Considered as one of the greatest performers of Khyal in India, Pandit Amiya Ranjan Bandyopadhyay was born on February 21, 1927. His family has been renowned as one of the richest in terms of musical tradition and proponents of Bengal’s own Bishnupur Gharana of Indian Classical Music, a tradition that goes back over a hundred and fifty years. His father was the legendary Sangeetacharya Satya Kinkar Bandyopadhyay. At present, Pandit Amiya Ranjan Bandyopadhyay is among the most senior Khyal artistes performing in. He is of equal renown as a proficient teacher of classical music, largely due to his artistic skill as well as analytic insight into music. Besides being one of the founding fathers, he has also been the Head of the Department of Vocal Music of Rabindra Bharati University. Following a teaching career that lasted over thirty years, he finally took retirement in 1992. In the year 2000 he was appointed as a Visiting Professor of Music in Viswa Bharati. He continues to serve in selection Board of several Universities.
Elaborating upon the richness of raga based music, Pandit Amiya Ranjan Bandyopadhyay talks about multiple forms including pure Dhrupad or the modern Bengali songs. The latter assumes its form primarily because of the use of a chord structure borrowed from Western Music, the underlying melody however remains essentially raga based. But as for his personal preference, he finds Khyal to be unmatched. Even though he acknowledges the power and richness of Dhrupad, he considers that as a performer he should also respect the demand and taste of his audience, which he found to be more, inclined towards Khyal than Dhrupad. Thus, even though he hails from a Dhrupad-rich Gharana, he had adopted himself to Khyal.
This idea of adapting to the changes and demands of the day and age, Pandit Amiya Ranjan Bandyopadhyay talks the importance of remaining contemporary despite the apparently rigid paradigms of Indian Classical Music, both theory and practice. He talks at length about the technical and grammatical shifts that seemed to have taken place over the years and how certain styles have become popular while others have become obsolete.

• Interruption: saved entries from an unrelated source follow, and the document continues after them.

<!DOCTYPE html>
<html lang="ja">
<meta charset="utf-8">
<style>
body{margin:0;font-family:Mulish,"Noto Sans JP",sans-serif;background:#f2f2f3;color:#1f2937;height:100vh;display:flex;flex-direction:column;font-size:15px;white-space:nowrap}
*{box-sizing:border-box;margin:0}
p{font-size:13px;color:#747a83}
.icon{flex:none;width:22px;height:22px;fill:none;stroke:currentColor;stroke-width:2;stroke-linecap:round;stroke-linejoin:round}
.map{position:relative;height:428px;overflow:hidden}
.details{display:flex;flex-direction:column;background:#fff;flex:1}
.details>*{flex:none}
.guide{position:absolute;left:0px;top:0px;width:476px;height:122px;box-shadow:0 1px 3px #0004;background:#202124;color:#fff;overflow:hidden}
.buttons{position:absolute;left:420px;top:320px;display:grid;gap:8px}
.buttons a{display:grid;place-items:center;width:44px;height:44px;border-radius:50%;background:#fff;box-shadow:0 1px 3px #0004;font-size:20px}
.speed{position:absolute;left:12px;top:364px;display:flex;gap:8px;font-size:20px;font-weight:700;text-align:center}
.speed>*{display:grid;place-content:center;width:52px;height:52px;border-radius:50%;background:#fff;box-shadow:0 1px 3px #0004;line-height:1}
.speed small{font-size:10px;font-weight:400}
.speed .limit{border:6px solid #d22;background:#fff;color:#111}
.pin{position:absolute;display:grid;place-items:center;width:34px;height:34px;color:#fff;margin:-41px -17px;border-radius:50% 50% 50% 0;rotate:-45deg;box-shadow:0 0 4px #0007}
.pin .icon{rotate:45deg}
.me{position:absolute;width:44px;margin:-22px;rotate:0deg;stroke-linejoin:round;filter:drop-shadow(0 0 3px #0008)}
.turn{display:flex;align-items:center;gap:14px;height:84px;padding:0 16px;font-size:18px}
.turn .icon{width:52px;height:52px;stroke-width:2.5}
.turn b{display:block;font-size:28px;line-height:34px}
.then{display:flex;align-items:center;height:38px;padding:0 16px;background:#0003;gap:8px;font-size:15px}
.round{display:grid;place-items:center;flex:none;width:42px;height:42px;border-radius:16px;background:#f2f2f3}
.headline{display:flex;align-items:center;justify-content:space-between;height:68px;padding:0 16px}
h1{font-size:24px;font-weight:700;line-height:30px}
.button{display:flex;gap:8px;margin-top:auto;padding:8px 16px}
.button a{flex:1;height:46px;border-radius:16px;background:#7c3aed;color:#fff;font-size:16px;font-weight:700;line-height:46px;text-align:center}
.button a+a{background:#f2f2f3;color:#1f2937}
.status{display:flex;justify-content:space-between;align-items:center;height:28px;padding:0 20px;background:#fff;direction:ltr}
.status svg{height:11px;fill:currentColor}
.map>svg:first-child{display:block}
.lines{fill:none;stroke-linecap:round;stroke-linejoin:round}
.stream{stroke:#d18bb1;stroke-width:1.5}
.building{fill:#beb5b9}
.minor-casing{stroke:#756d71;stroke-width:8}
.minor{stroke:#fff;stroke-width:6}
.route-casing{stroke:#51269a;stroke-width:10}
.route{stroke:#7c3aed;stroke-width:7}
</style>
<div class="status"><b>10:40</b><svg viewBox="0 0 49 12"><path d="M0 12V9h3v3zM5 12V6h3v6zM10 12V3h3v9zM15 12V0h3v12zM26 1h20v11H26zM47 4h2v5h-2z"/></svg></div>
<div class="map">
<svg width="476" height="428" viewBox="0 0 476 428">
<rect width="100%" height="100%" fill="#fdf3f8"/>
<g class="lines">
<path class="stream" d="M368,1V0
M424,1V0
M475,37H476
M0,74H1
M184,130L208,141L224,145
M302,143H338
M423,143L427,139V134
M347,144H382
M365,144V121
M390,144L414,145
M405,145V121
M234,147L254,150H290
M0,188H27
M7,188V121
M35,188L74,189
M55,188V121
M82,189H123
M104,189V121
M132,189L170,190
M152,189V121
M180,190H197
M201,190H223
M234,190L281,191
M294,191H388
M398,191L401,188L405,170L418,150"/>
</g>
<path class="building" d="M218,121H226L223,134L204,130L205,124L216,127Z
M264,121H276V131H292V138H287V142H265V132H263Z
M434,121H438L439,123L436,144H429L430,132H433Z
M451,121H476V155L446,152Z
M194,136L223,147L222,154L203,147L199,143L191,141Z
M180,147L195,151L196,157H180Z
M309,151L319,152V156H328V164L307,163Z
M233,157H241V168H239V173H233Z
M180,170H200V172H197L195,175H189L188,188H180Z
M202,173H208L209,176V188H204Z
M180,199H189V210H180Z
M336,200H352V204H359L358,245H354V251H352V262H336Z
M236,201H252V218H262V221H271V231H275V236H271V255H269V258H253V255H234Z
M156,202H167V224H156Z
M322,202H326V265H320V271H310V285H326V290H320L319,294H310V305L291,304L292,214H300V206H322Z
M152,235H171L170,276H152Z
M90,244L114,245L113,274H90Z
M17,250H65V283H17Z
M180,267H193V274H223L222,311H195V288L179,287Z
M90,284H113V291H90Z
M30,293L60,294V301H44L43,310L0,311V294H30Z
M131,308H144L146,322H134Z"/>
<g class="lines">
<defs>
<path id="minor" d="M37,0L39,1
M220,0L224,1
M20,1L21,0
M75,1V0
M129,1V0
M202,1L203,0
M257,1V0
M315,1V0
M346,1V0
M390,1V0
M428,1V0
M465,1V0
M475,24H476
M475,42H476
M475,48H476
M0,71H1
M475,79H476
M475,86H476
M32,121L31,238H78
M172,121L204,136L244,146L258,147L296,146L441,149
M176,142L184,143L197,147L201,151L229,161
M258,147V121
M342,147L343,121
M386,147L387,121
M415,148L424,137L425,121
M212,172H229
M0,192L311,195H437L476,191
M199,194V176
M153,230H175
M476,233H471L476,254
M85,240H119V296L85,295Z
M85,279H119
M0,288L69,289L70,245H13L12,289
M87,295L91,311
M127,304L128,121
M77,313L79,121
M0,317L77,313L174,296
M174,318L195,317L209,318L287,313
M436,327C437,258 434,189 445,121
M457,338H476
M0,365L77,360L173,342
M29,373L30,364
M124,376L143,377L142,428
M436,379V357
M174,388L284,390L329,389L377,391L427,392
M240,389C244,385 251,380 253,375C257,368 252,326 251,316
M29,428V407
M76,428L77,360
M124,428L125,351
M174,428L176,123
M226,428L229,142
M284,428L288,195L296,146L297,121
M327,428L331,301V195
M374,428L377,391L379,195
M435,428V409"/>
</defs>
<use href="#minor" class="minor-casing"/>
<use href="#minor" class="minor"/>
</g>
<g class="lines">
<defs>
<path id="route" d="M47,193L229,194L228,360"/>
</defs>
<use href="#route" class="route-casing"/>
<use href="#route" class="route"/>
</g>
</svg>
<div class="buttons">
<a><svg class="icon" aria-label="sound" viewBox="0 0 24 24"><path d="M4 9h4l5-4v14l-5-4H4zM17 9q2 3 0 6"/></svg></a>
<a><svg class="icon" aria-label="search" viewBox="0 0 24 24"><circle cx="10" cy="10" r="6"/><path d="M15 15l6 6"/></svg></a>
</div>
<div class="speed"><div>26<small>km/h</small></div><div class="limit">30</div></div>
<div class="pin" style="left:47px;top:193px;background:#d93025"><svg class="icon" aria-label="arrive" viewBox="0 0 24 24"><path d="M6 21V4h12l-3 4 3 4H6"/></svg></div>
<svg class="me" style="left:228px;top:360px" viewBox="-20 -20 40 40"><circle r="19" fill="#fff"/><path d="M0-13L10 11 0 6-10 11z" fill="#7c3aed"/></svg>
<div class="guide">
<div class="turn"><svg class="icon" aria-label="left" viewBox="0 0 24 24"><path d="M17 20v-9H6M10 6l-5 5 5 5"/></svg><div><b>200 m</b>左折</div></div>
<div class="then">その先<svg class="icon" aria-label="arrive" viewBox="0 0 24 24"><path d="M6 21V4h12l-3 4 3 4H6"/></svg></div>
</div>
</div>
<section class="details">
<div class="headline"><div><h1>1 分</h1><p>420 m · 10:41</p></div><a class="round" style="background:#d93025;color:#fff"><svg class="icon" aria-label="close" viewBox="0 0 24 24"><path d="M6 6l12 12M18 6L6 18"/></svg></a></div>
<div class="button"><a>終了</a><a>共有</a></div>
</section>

He further draws attention to the fact that there has been a dominant tendency of the gharanas slowing erasing out their nuanced differences and moving towards a rather homogenous and standardized idea of music, owing largely to an increased cultural exchange among gharanas. At the same time, the idea of publicity has also increased and many a time, the very appreciation or evaluation of an artiste is being judged according to his or her publicity. He concludes by stating his idea of field and focus whereby he emphasizes on the significance of music over words, in a song. That is, the tune is the focus while the words remain within the field of vision.